It has been 11 years since commercial auto loss ratios have outperformed the greater property/casualty industry.
Executive Summary
PART 1 of THREE-PART ARTICLE. After a tumultuous decade for the U.S. commercial auto insurance industry, fleet managers and insurance providers are rethinking how road experience should be monitored, underwritten and priced with the help of accelerating technological advancements. Many of these advancements aim to directly improve road safety, and others are expanding the insurance toolbox used to segment risk.
In this three-part article, a consulting actuary from Milliman and executives from Luminant Analytics and meshVI describe how advancements in data and tech are revamping the commercial auto insurance industry.
Part 1 provides an overview of the U.S. commercial auto insurance line's historical performance and key drivers of the current market performance.
Part 2 details the vast improvements in technology and data that the industry has embraced in the last decade.

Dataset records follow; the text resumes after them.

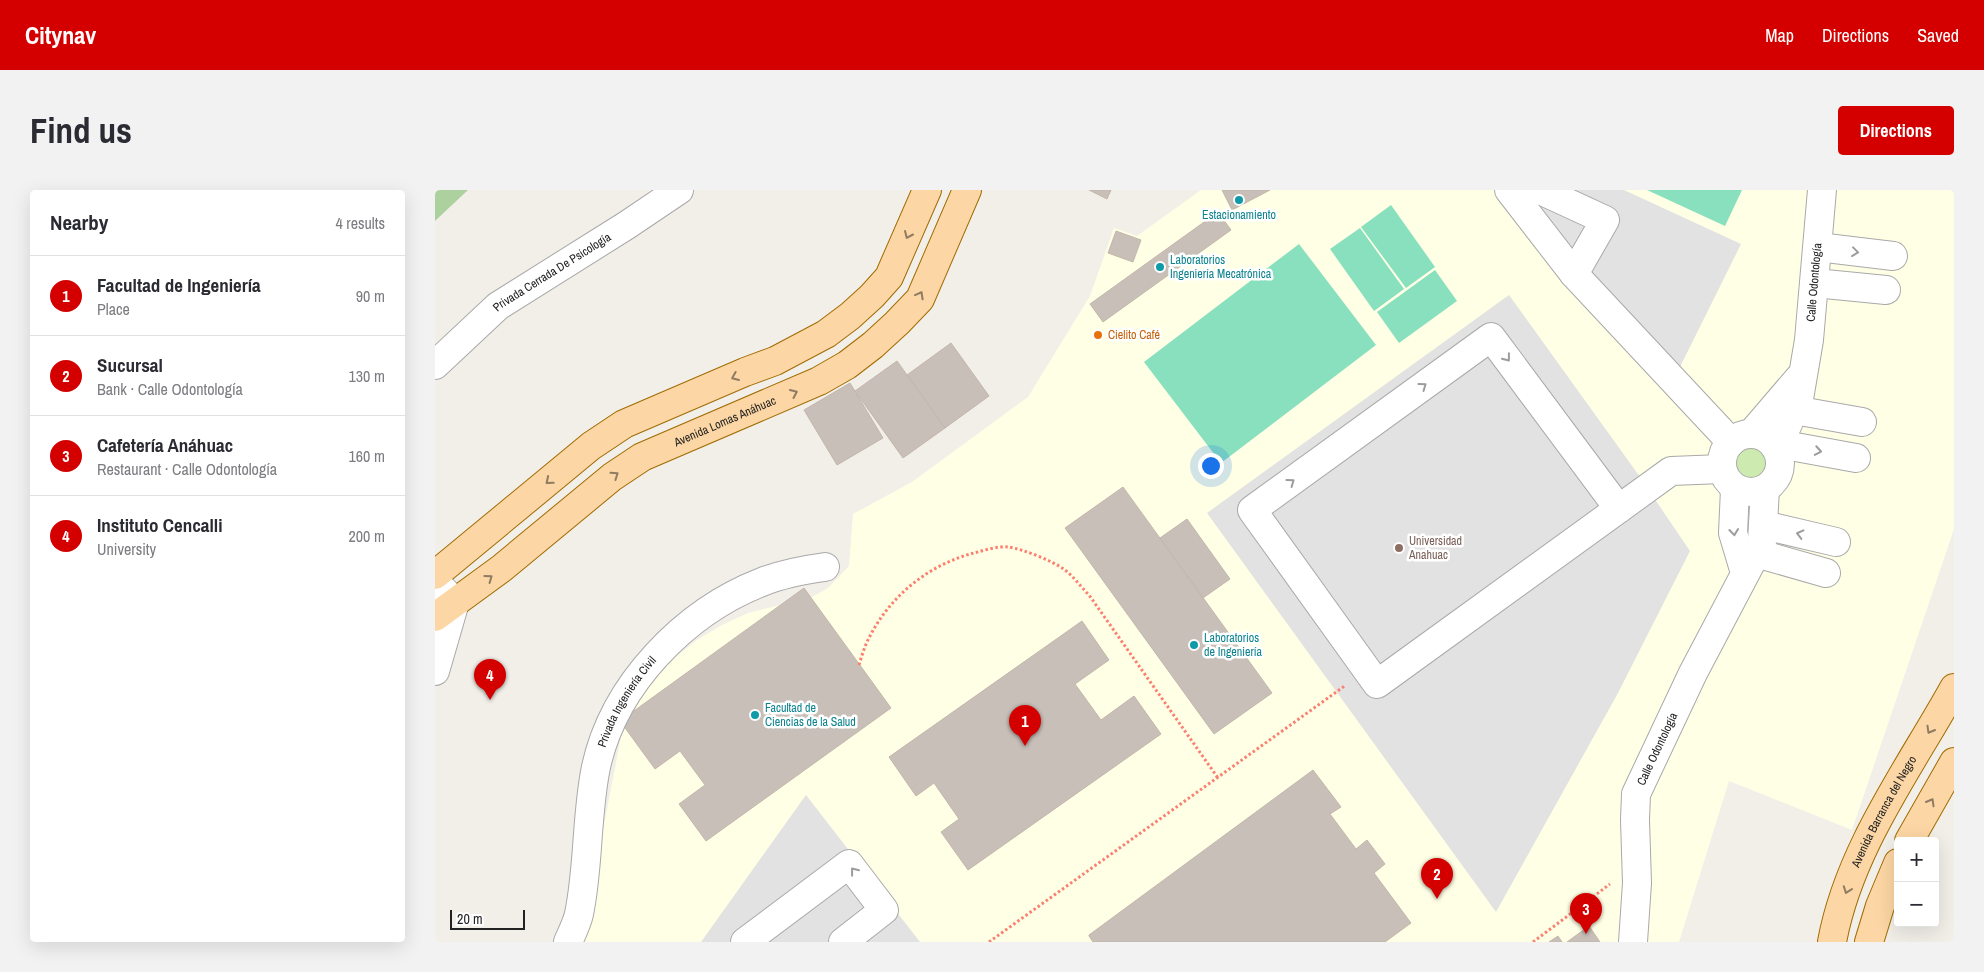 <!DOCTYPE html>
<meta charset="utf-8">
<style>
body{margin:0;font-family:"Archivo Narrow",sans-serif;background:#f2f2f3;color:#2b2b33}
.controls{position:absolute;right:15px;bottom:15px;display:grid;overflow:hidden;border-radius:5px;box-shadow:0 5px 20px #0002}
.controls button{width:45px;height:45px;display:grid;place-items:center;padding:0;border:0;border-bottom:1px solid #e1e1e2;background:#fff;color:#2b2b33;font:25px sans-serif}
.scale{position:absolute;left:15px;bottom:12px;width:75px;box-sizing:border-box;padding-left:5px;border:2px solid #222;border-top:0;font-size:14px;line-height:18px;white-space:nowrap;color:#222;-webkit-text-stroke:4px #fff;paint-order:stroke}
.you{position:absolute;left:775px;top:275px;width:18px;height:18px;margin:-12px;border:4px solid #fff;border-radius:50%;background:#1a73e8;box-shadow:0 0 0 8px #1a73e833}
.badge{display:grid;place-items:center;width:32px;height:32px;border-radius:50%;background:#d40000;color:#fff;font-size:16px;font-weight:700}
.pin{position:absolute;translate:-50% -41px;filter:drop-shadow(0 1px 2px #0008)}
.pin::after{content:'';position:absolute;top:26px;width:18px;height:15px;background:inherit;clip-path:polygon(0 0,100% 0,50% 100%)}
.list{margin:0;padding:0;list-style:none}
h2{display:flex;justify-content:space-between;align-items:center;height:65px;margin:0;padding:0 20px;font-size:21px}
h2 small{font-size:16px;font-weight:400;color:#7c7c81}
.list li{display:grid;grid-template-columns:32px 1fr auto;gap:15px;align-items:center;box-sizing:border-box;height:80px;padding:0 20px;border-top:1px solid #e1e1e2}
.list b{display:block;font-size:19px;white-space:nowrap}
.list p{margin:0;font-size:16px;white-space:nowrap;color:#7c7c81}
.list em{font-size:16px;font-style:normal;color:#7c7c81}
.map{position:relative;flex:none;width:1519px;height:752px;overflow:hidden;border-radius:5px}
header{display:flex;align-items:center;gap:30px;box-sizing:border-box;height:70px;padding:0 25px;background:#d40000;color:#fff}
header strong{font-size:24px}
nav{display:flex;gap:28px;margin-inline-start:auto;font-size:18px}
.intro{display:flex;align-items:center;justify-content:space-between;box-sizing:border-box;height:120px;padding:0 30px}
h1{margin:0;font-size:35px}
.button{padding:12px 22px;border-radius:5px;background:#d40000;color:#fff;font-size:18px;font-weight:700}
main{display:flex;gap:30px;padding:0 30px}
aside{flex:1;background:#fff;border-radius:5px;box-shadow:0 5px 20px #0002}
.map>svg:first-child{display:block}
.education{fill:#ffffe5}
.grass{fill:#cdebb0}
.forest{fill:#add19e}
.pitch{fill:#88e0be}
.parking{fill:#e2e2e2}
.building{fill:#c7bfb8;stroke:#c4b6ab}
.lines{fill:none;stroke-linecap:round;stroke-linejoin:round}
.minor-casing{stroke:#a9a9a9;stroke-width:30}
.major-casing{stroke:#a06b00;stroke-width:30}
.path{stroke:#fa8072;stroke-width:3;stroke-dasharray:2.5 2.5;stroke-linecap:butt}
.minor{stroke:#fff;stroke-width:28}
.major{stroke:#fcd6a4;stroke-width:28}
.oneway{stroke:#8f7c63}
.oneway2{stroke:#9c9c9c}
.culture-dot{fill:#0f9aa8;stroke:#fff;stroke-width:2}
.food-dot{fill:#e8710a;stroke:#fff;stroke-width:2}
.education-dot{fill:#8d6e63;stroke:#fff;stroke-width:2}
.labels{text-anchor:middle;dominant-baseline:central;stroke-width:5;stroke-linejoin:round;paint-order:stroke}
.culture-label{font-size:12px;fill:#0d838f;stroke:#fff;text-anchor:start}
.street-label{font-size:12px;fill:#222;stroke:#fff}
.food-label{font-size:12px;fill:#c56008;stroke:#fff;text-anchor:start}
.education-label{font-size:12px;fill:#785e54;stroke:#fff;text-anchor:start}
</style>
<header>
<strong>Citynav</strong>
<nav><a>Map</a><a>Directions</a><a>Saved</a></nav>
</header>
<div class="intro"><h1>Find us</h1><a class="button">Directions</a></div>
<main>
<aside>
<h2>Nearby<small>4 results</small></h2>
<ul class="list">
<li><span class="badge">1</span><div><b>Facultad de Ingeniería</b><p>Place</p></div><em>90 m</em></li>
<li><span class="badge">2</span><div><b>Sucursal</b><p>Bank · Calle Odontología</p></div><em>130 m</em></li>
<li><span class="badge">3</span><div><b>Cafetería Anáhuac</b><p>Restaurant · Calle Odontología</p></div><em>160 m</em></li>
<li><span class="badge">4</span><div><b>Instituto Cencalli</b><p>University</p></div><em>200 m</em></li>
</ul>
</aside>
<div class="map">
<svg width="1519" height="752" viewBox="0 0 1519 752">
<rect width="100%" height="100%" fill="#f2efe9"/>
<polygon class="education" points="766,0 1519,0 1519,339 1417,640 1294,591 1244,752 143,752 151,728 186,547 197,524 210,502 225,483 243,465 262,450 287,435 313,423 341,416 370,411 393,398 414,376 418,324 477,292 593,207 655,106 679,38 702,46"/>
<circle class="grass" cx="1316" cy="273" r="20"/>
<polygon class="forest" points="0,0 33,0 0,31"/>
<g class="pitch">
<polygon points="1212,0 1307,0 1290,36"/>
<polygon points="956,15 1000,77 971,98 926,37"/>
<polygon points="925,38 969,99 939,121 895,59"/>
<polygon points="864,54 941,155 786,273 709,172"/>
<polygon points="1000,80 1022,111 964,153 942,122"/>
</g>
<g class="parking">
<polygon points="1068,0 1189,0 1306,54 1243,181"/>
<polygon points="1074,105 1200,280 1255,361 1183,503 1061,722 772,323"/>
<polygon points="371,605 485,752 266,752"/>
</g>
<g class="building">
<polygon points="654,0 676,0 672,9"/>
<polygon points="787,0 835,0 797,20"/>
<polygon points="783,22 796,40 668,132 655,114"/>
<polygon points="681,41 706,50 698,72 673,63"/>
<polygon points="516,153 554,206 510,238 472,185"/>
<polygon points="462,171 510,238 468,268 420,201"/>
<polygon points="415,193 448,248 402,275 369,220"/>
<polygon points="688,297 837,503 779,544 630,338"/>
<polygon points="752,329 795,389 768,408 725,348"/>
<polygon points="369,398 456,518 271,651 244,614 270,595 245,561 220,579 185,531"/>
<polygon points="647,431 674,470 640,494 666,530 699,506 726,544 533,680 506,642 524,629 499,593 481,606 454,567"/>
<polygon points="878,580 906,617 895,624 921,659 932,650 950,674 939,683 976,733 950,752 658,752 654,746 654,745"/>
<polygon points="1154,736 1165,752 1132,752"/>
<polygon points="1123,746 1127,752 1114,752"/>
</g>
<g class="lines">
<defs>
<g id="minor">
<polyline points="1074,0 1139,84 1296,252"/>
<polyline points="1105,0 1170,30 1139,84"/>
<polyline points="1383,57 1458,66"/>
<polyline points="1380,93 1451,100"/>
<path id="s1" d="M0,175L63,116L192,35L244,0"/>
<polyline points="1359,220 1427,232"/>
<circle cx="1316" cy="273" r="29"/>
<polyline points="1316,244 1364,188"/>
<polyline points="1344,254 1421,268"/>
<path id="s2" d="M1340,257L1344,254L1364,209L1374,150L1387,0"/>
<polyline points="1300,299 1298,343 1310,383"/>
<polyline points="1184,319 1056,147 817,320 942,494 1236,281 1287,279"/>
<polyline points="1328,335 1401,352"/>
<polyline points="1321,363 1391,383"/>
<polyline points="0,392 20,412 0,481"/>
<path id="s3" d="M133,752C137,743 142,733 144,724C154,676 151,625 161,577C179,494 250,422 327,392C347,384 368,380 390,377"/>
<polyline points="310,752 414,674 449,720 408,752"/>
<path id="s4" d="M1198,752L1202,693L1200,630L1201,604L1258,483L1327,352L1330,299"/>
</g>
<g id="major">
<polyline points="0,385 156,256 189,234 310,182 340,171 391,144 415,126 437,106 454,87 492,0"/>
<path id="s5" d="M0,427L67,378L177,287L207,267L384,191L412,175L438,155L462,133L485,109L532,0"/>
<polyline points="1474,651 1519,572"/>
<path id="s6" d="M1397,752C1414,659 1474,579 1519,498"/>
<polyline points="1434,752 1445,716 1463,673"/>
</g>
</defs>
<use href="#minor" class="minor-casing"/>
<use href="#major" class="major-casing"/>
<g class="path">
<path d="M424,475C427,465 430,455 435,446C456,405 495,374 539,363C550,360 563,356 573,357C588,359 618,371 630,380C639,387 646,397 654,405L783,588"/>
<polyline points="554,752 911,495"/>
<polyline points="1098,752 1175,694"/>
</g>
<use href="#minor" class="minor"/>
<use href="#major" class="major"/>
</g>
<defs><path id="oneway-chevron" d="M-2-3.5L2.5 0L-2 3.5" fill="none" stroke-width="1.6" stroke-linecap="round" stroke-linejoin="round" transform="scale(1.25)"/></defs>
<g class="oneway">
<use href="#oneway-chevron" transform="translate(473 45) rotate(114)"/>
<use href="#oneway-chevron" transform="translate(485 105) rotate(-61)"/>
<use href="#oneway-chevron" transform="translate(300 187) rotate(157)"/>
<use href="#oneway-chevron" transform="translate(359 203) rotate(-24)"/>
<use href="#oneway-chevron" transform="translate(180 285) rotate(-35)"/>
<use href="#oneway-chevron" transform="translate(114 291) rotate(140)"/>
<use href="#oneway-chevron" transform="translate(54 388) rotate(-36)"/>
<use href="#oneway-chevron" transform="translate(1495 540) rotate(120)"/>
<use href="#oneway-chevron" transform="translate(1496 612) rotate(-60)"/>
<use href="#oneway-chevron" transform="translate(1412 700) rotate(110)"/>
</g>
<g class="oneway2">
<use href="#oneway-chevron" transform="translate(1420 62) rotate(7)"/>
<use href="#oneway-chevron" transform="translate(1072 168) rotate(52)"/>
<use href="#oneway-chevron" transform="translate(988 196) rotate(-36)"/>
<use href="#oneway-chevron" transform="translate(1383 261) rotate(10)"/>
<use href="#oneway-chevron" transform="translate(856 292) rotate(-36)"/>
<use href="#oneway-chevron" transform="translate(1299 342) rotate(84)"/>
<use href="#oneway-chevron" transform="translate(1365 344) rotate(-166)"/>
<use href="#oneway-chevron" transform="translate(419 681) rotate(-128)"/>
</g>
<g class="culture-dot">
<circle cx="804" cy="10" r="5"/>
<circle cx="725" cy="77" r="5"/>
<circle cx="759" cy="455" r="5"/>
<circle cx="320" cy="525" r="5"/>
</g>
<circle class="food-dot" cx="663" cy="145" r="5"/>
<circle class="education-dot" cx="964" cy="358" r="5"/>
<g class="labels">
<g class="culture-label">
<text x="804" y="25" text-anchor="middle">Estacionamiento</text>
<text x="735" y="70">Laboratorios<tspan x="735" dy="14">Ingeniería Mecatrónica</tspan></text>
<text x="769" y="448">Laboratorios<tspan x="769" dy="14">de Ingeniería</tspan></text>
<text x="330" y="518">Facultad de<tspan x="330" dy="14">Ciencias de la Salud</tspan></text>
</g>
<g class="street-label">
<text stroke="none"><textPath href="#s1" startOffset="150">Privada Cerrada De Psicología</textPath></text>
<text stroke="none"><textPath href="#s2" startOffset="172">Calle Odontología</textPath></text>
<text stroke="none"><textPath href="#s5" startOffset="352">Avenida Lomas Anáhuac</textPath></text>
<text stroke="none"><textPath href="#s3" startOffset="251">Privada Ingeniería Civil</textPath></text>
<text stroke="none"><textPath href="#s4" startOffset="198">Calle Odontología</textPath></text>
<text stroke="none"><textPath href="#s6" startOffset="141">Avenida Barranca del Negro</textPath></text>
</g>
<g class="food-label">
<text x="673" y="145">Cielito Café</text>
</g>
<g class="education-label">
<text x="974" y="351">Universidad<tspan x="974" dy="14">Anahuac</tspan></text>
</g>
</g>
</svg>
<div class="controls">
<button>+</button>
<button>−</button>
</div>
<div class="scale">20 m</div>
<div class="you"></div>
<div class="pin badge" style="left:590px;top:556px">1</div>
<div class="pin badge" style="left:1002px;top:709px">2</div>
<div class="pin badge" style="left:1151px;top:744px">3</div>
<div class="pin badge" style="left:55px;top:510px">4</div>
</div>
</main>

Part 3 focuses on the growth and positive performance of a recent cohort of commercial auto InsurTech startups in the last five years.
A lot has happened in that period—increasing capabilities for handheld devices, a global pandemic, the highest interest rates observed in decades—each of which impacted P/C insurance in unique ways. Despite numerous rate increases and more stringent underwriting, most commercial auto companies have struggled to improve performance as new drivers of losses continue to counteract improvements.
Commercial auto liability industry experience in 2024 is tracking similarly to 2023. At the time of this paper, only the first three quarters of data were available. Through Sept. 30, 2024, the commercial auto industry reported a 2024 calendar year loss ratio of 75.9 for commercial auto liability compared to a loss ratio of 76.6 in calendar year 2023. Meanwhile, the full P/C industry recorded a loss ratio of 62.4 in the first nine months of 2024 compared to 65.4 in 2023; however, it is worth noting that the 2024 data does not capture the impact of storms like Helene and Milton occurring in late September and early October.
Note that these loss ratios exclude defense and cost containment expenses (DCCE) as this information was not compiled midyear, while the full-year figures in the graph below do include DCCE.
In 2023, the latest full-year data available that does include DCCE, the commercial auto liability loss ratio was 84.4—almost 15 points higher than the 69.5 loss ratio recorded for all P/C lines of business.
Commercial auto losses can be broadly classified by a number of factors, including macroeconomics, the litigation environment, driving behavior or some combination of the three. Insurers have varying degrees of control over each of these categories, so focusing efforts on areas that can be influenced is critical, especially when there are limited resources available to devote to each line of business.